The Budget. The average American has borrowed too much money, saved too little, and purchased a house for which he or she has no way of paying. But it’s no wonder Americans have spent themselves into oblivion individually; they have done so collectively under your leadership. For example, it is a lie to say that the 2007 fiscal budget deficit was a mere $162.8 billion. It would be a criminal offense for publicly traded companies to book interest payments not actually paid, and record those amounts as surplus without regard to any increase in liabilities. Yet, that is exactly what is done (and both of you voted for it) when the government “unifies” the federal budget with phony surplus numbers from the Social Security and Medicare “trust funds.”
Fannie and Freddie. The government was forced to take over Fannie Mae and Freddie Mac at the demand of our Chinese and other foreign creditors. At least since 2003, the Ponzi scheme that we called Fannie and Freddie has moved our country closer to financial meltdown. Together, Fannie and Freddie were the second-largest global issuers of debt (only after the United States government) and the third-largest employer of lobbyists. Not coincidentally, favors, perks, and campaign contributions flowed to members of both of your parties. Silence and lack of regulatory oversight were the rewards.

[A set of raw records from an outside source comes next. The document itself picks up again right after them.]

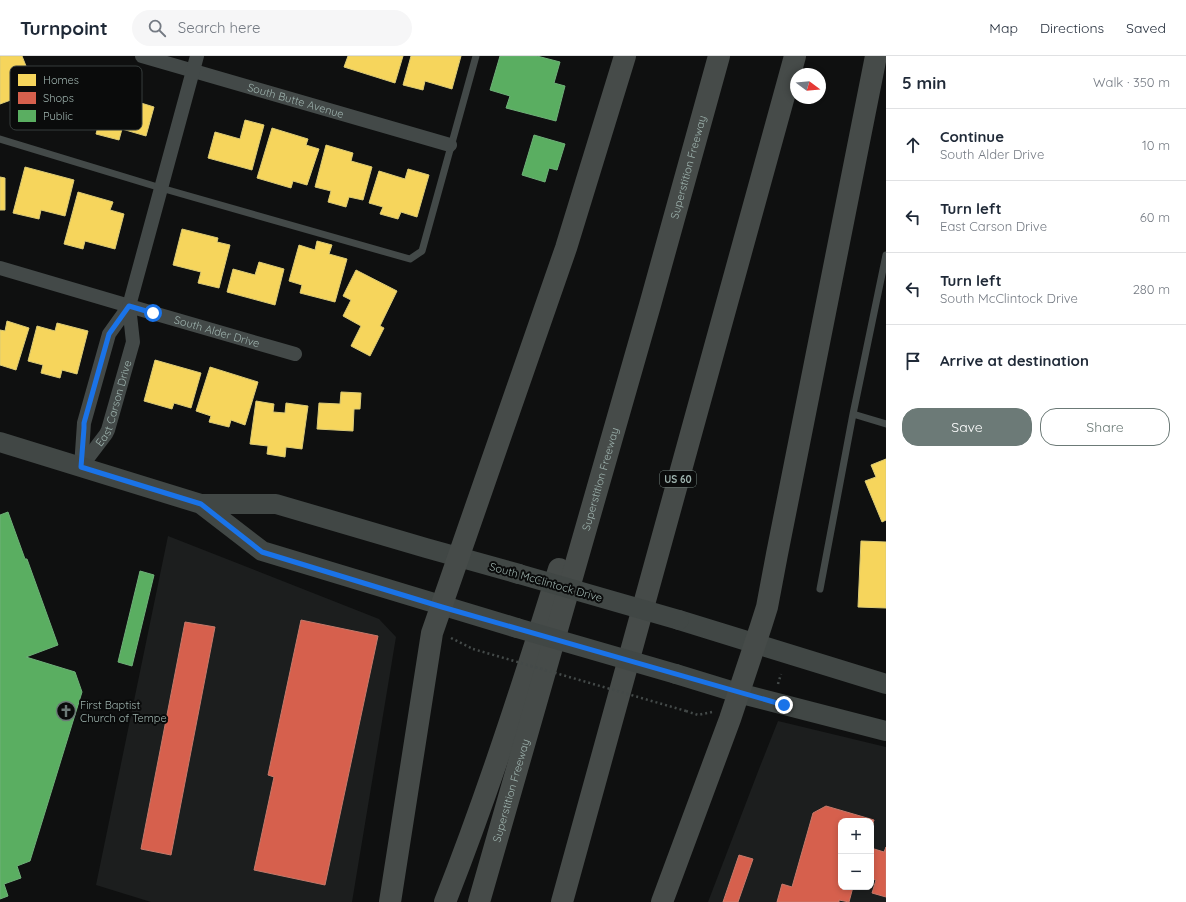 <!DOCTYPE html>
<html lang="en">
<head>
<meta charset="utf-8">
<style>
	:root { --surface:#fff; --page:#f6f6f7; --text:#1f2937; --muted:#747a83; --line:#e0e1e3; --accent:#6c7a77 }
	body { margin:0; font-family:Quicksand,sans-serif; background:var(--page); color:var(--text) }
	.controls { position:absolute; right:12px; bottom:12px; display:grid; overflow:hidden; border-radius:8px; box-shadow:0 2px 6px #0003 }
	.controls button { width:36px; height:36px; display:grid; place-items:center; padding:0; border:0; border-bottom:1px solid var(--line); background:var(--surface); color:var(--text); font:20px sans-serif }
	.compass { position:absolute; left:790px; top:12px; width:36px; height:36px; border-radius:50%; background:var(--surface); box-shadow:0 2px 6px #0003; rotate:106deg }
	.stop { position:absolute; width:12px; height:12px; margin:-9px; border:3px solid #1a73e8; border-radius:50%; background:#fff }
	.stop.end { background:#1a73e8; border-color:#fff; box-shadow:0 1px 4px #0008 }
	.list { margin:0; padding:0; list-style:none }
	h2 { display:flex; justify-content:space-between; align-items:center; height:52px; margin:0; padding:0 16px; font-size:17px }
	h2 small { font-size:13px; font-weight:400; color:var(--muted) }
	.list li { display:grid; grid-template-columns:26px 1fr auto; gap:12px; align-items:center; box-sizing:border-box; height:72px; padding:0 16px; border-top:1px solid var(--line) }
	.list b { display:block; font-size:15px; white-space:nowrap }
	.list p { margin:0; font-size:13px; white-space:nowrap; color:var(--muted) }
	.list em { font-size:13px; font-style:normal; color:var(--muted) }
	.actions { display:flex; gap:8px; padding:12px 16px }
	.actions a { flex:1; padding:9px 0; border:1px solid var(--accent); border-radius:16px; text-align:center; font-size:14px; color:var(--accent) }
	.actions .main { background:var(--accent); color:#fff }
	.icon { flex:none; width:22px; height:22px; fill:none; stroke:currentColor; stroke-width:2; stroke-linecap:round; stroke-linejoin:round }
	.map { position:relative; flex:none; width:886px; height:846px; overflow:hidden }
	header { display:flex; align-items:center; gap:24px; box-sizing:border-box; height:56px; padding:0 20px; background:var(--surface); border-bottom:1px solid var(--line) }
	header strong { font-size:19px }
	nav { display:flex; gap:22px; margin-inline-start:auto; font-size:14px }
	.search { width:280px; height:36px; background:var(--page); display:flex; align-items:center; gap:10px; box-sizing:border-box; padding:0 14px; border-radius:22px; color:var(--muted); font-size:15px }
	main { display:flex }
	aside { flex:1; background:var(--surface) }
	.map>svg:first-child { display:block }
	.built { fill:#1c1e1e; fill-rule:evenodd }
	.homes { fill:#f6d55c; stroke:#dccb75 }
	.shops { fill:#d6604d; stroke:#c5796a }
	.public { fill:#5aae61; stroke:#6eb078 }
	.lines { fill:none; stroke-linecap:round; stroke-linejoin:round }
	.path { stroke:#444a49; stroke-width:2.5; stroke-dasharray:2 3; stroke-linecap:butt }
	.lane { stroke:#434948; stroke-width:7 }
	.street { stroke:#434948; stroke-width:14 }
	.secondary { stroke:#414745; stroke-width:20 }
	.highway { stroke:#464b49; stroke-width:22 }
	.path-bridge { stroke:#444a49; stroke-width:2.5; stroke-dasharray:2 3; stroke-linecap:butt }
	.secondary-bridge { stroke:#414745; stroke-width:20 }
	.route { stroke:#1a73e8; stroke-width:5 }
	.labels { text-anchor:middle; dominant-baseline:central; stroke-width:4; stroke-linejoin:round; paint-order:stroke }
	.shield { fill:#0a0b0b; stroke:#72817d; stroke-width:1 }
	.shield-label { font-size:10px; font-weight:bold; fill:#9eb3ae }
	.street-label { font-size:11px; fill:#9eb3ae; stroke:#0a0b0b }
	.poi-label { font-size:11px; fill:#9eb3ae; stroke:#0a0b0b; text-anchor:start }
	.key { fill:#0a0b0b; stroke:#363d3c; stroke-width:1 }
	.key-label { font-size:11px; fill:#9eb3ae }
</style>
</head>
<body>
<header>
<strong>Turnpoint</strong>
<div class="search"><svg class="icon" aria-label="search" viewBox="0 0 24 24"><circle cx="10" cy="10" r="6"/><path d="M15 15l6 6"/></svg>Search here</div>
<nav><a>Map</a><a>Directions</a><a>Saved</a></nav>
</header>
<main>
<div class="map">
<svg width="886" height="846" viewBox="0 0 886 846">
	<rect width="100%" height="100%" fill="#0f1010"/>
	<path class="built" d="M 168,480 L 379,563 L 396,581 L 352,846 L 151,846 L 96,829 Z
		M 778,665 L 886,691 L 886,846 L 708,846 L 759,713 ZM 841,765 L 871,765 L 871,831 L 841,831 Z"/>
	<path class="homes" d="M 0,0 L 22,0 L 26,10 L 10,17 L 19,41 L 0,48 Z
		M 348,0 L 403,0 L 395,27 L 344,11 Z
		M 411,0 L 461,0 L 452,33 L 425,25 L 423,34 L 403,29 Z
		M 110,24 L 131,30 L 128,43 L 154,51 L 146,80 L 122,73 L 119,84 L 96,78 Z
		M 245,64 L 264,69 L 252,114 L 208,102 L 215,76 L 240,83 Z
		M 272,72 L 308,83 L 306,89 L 319,93 L 307,129 L 293,125 L 291,132 L 257,122 Z
		M 326,89 L 353,97 L 351,105 L 372,111 L 363,144 L 349,141 L 346,151 L 328,146 L 331,135 L 315,131 Z
		M 25,111 L 74,124 L 65,160 L 41,154 L 39,163 L 13,157 Z
		M 408,113 L 429,119 L 417,161 L 401,156 L 398,163 L 380,158 L 383,151 L 369,147 L 379,115 L 405,123 Z
		M 0,121 L 5,122 L 5,154 L 0,154 Z
		M 78,136 L 113,146 L 110,154 L 124,158 L 115,193 L 85,185 L 83,193 L 64,188 Z
		M 182,173 L 218,182 L 217,186 L 230,189 L 219,232 L 198,227 L 201,216 L 173,209 Z
		M 317,185 L 332,189 L 329,198 L 347,203 L 335,246 L 300,237 L 302,229 L 289,225 L 299,189 L 315,194 Z
		M 259,206 L 284,213 L 275,249 L 227,236 L 233,213 L 255,219 Z
		M 356,214 L 397,235 L 380,270 L 384,272 L 370,300 L 351,290 L 361,270 L 343,260 L 351,244 L 343,240 Z
		M 7,265 L 29,272 L 16,314 L 0,309 L 0,274 L 5,275 Z
		M 57,267 L 88,275 L 77,318 L 62,314 L 60,322 L 41,317 L 43,309 L 28,305 L 37,270 L 55,275 Z
		M 155,304 L 201,317 L 191,352 L 174,347 L 172,353 L 144,345 Z
		M 210,311 L 258,326 L 245,369 L 231,364 L 229,371 L 209,366 L 211,360 L 196,355 Z
		M 341,336 L 361,337 L 360,353 L 354,353 L 353,375 L 317,373 L 319,347 L 340,348 Z
		M 256,345 L 274,348 L 273,356 L 285,357 L 286,347 L 308,350 L 302,393 L 286,391 L 285,401 L 267,398 L 268,390 L 250,388 Z
		M 886,403 L 886,464 L 882,466 L 865,425 L 876,421 L 871,409 Z
		M 861,485 L 886,486 L 886,552 L 858,551 Z"/>
	<path class="shops" d="M 301,564 L 378,580 L 325,829 L 254,814 L 274,721 L 268,719 Z
		M 185,566 L 215,571 L 171,799 L 141,793 Z
		M 826,750 L 874,764 L 871,773 L 871,765 L 841,765 L 841,831 L 853,831 L 849,846 L 839,844 L 839,846 L 777,846 L 782,828 L 792,831 L 813,757 Z
		M 886,791 L 886,841 L 872,837 L 876,824 L 871,823 L 871,792 L 884,796 Z
		M 739,799 L 753,803 L 738,846 L 723,846 Z"/>
	<path class="public" d="M 500,0 L 537,0 L 560,6 L 554,27 L 565,30 L 556,65 L 506,52 L 510,40 L 490,34 Z
		M 534,79 L 565,88 L 557,114 L 549,112 L 545,126 L 522,119 Z
		M 8,456 L 25,503 L 27,503 L 58,589 L 26,601 L 75,616 L 82,636 L 30,805 L 17,810 L 21,822 L 4,828 L 8,840 L 0,843 L 0,459 Z
		M 140,515 L 154,519 L 132,610 L 118,606 Z"/>
	<g class="lines">
		<path class="path" d="M 451,582 L 473,593
			M 778,628 L 781,618
			M 686,655 L 698,659 L 712,656"/>
		<path class="lane" d="M 0,83 L 161,132 L 410,203 L 422,195 L 476,0
			M 853,358 L 886,368
			M 820,533 L 853,358 L 886,199"/>
		<g class="street">
			<path id="s1" d="M 142,0 L 450,89"/>
			<path id="s2" d="M 0,212 L 153,257 L 295,298"/>
			<path d="M 81,411 L 84,367 L 109,278 L 129,250 L 197,0"/>
			<path id="s3" d="M 81,411 L 106,378 L 108,374 L 133,286 L 129,250"/>
		</g>
		<path class="secondary" d="M 0,386 L 201,448 L 276,448 L 426,492 L 519,518
			M 201,448 L 262,495 L 517,572
			M 679,564 L 886,628
			M 676,618 L 738,637 L 886,675"/>
		<g class="highway">
			<path d="M 390,846 L 432,577 L 566,192 L 625,0"/>
			<path d="M 445,846 C 488,737 524,625 559,513"/>
			<path id="s4" d="M 479,846 L 650,249 L 719,0"/>
			<path d="M 562,846 L 795,0"/>
			<path d="M 662,846 L 730,663 L 761,570 L 767,551 L 777,498 L 876,0"/>
		</g>
		<path class="path-bridge" d="M 473,593 L 686,655"/>
		<path class="secondary-bridge" d="M 519,518 L 679,564
			M 517,572 L 676,618"/>
	</g>
	<g class="lines">
		<path class="route" d="M 153,257 L 129,250 L 109,278 L 84,367 L 84,372 L 81,411 L 201,448 L 262,496 L 442,551 L 784,649"/>
	</g>
	<defs>
		<symbol id="church-ring" viewBox="-11 -11 22 22"><circle r="9.5" fill="#0a0b0b" stroke="#6c7a77" stroke-width="1.5"/><path d="M-1.2-6h2.4v3.5h3.3v2.4h-3.3V6h-2.4V-.1h-3.3v-2.4h3.3Z" fill="#6c7a77"/></symbol>
	</defs>
	<g fill-rule="evenodd">
		<use href="#church-ring" x="55" y="644" width="22" height="22"/>
	</g>
	<g class="labels">
		<rect class="shield" x="660" y="415" width="36" height="16" rx="3"/>
		<g class="shield-label">
			<text x="678" y="423">US 60</text>
		</g>
		<g class="street-label">
			<text stroke="none"><textPath href="#s1" startOffset="160">South Butte Avenue</textPath></text>
			<text stroke="none"><textPath href="#s4" startOffset="764">Superstition Freeway</textPath></text>
			<text stroke="none"><textPath href="#s2" startOffset="226">South Alder Drive</textPath></text>
			<text stroke="none"><textPath href="#s3" startOffset="73">East Carson Drive</textPath></text>
			<text stroke="none"><textPath href="#s4" startOffset="440">Superstition Freeway</textPath></text>
			<text transform="translate(546 526) rotate(16)">South McClintock Drive</text>
			<text stroke="none"><textPath href="#s4" startOffset="116">Superstition Freeway</textPath></text>
		</g>
		<g class="poi-label">
			<text x="80" y="649">First Baptist<tspan x="80" dy="13">Church of Tempe</tspan></text>
		</g>
	</g>
	<rect x="10" y="10" width="132" height="64" rx="6" class="key"/>
	<rect x="18" y="18" width="18" height="12" fill="#f6d55c"/>
	<rect x="18" y="36" width="18" height="12" fill="#d6604d"/>
	<rect x="18" y="54" width="18" height="12" fill="#5aae61"/>
	<g class="key-label">
		<text x="43" y="28">Homes</text>
		<text x="43" y="46">Shops</text>
		<text x="43" y="64">Public</text>
	</g>
</svg>
<div class="controls">
<button>+</button>
<button>−</button>
</div>
<svg class="compass" viewBox="-18 -18 36 36"><path d="M0-13l5 13h-10z" fill="#e53935"/><path d="M0 13l5-13h-10z" fill="#747a83"/></svg>
<div class="stop" style="left:153px;top:257px"></div>
<div class="stop end" style="left:784px;top:649px"></div>
</div>
<aside>
<h2>5 min<small>Walk · 350 m</small></h2>
<ul class="list">
<li><svg class="icon" aria-label="ahead" viewBox="0 0 24 24"><path d="M12 20V5M6 11l6-6 6 6"/></svg><div><b>Continue</b><p>South Alder Drive</p></div><em>10 m</em></li>
<li><svg class="icon" aria-label="left" viewBox="0 0 24 24"><path d="M17 20v-9H6M10 6l-5 5 5 5"/></svg><div><b>Turn left</b><p>East Carson Drive</p></div><em>60 m</em></li>
<li><svg class="icon" aria-label="left" viewBox="0 0 24 24"><path d="M17 20v-9H6M10 6l-5 5 5 5"/></svg><div><b>Turn left</b><p>South McClintock Drive</p></div><em>280 m</em></li>
<li><svg class="icon" aria-label="arrive" viewBox="0 0 24 24"><path d="M6 21V4h12l-3 4 3 4H6"/></svg><div><b>Arrive at destination</b></div></li>
</ul>
<div class="actions"><a class="main">Save</a><a>Share</a></div>
</aside>
</main>
</body>
</html>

This government’s nationalization of 48 percent of the U.S. housing stock should result in an additional $5 trillion being added to the federal books, bringing our total current deficit to approximately $15 trillion. Honest talk with the American public would have averted much of this problem. Honest talk is needed now.
Energy. Neither of you can improve on the observations and proposals of Texas right-wing billionaire T. Boone Pickens. Check out his ads at pickensplan.com. You could run them as your energy plan.
Structural Change. If you are truly intent on driving special interests out of Washington, let me suggest two ways to do that. First, adopt a voluntary flat tax. If there are no more loopholes in our tax code, companies and other special interests with their hands out will disappear.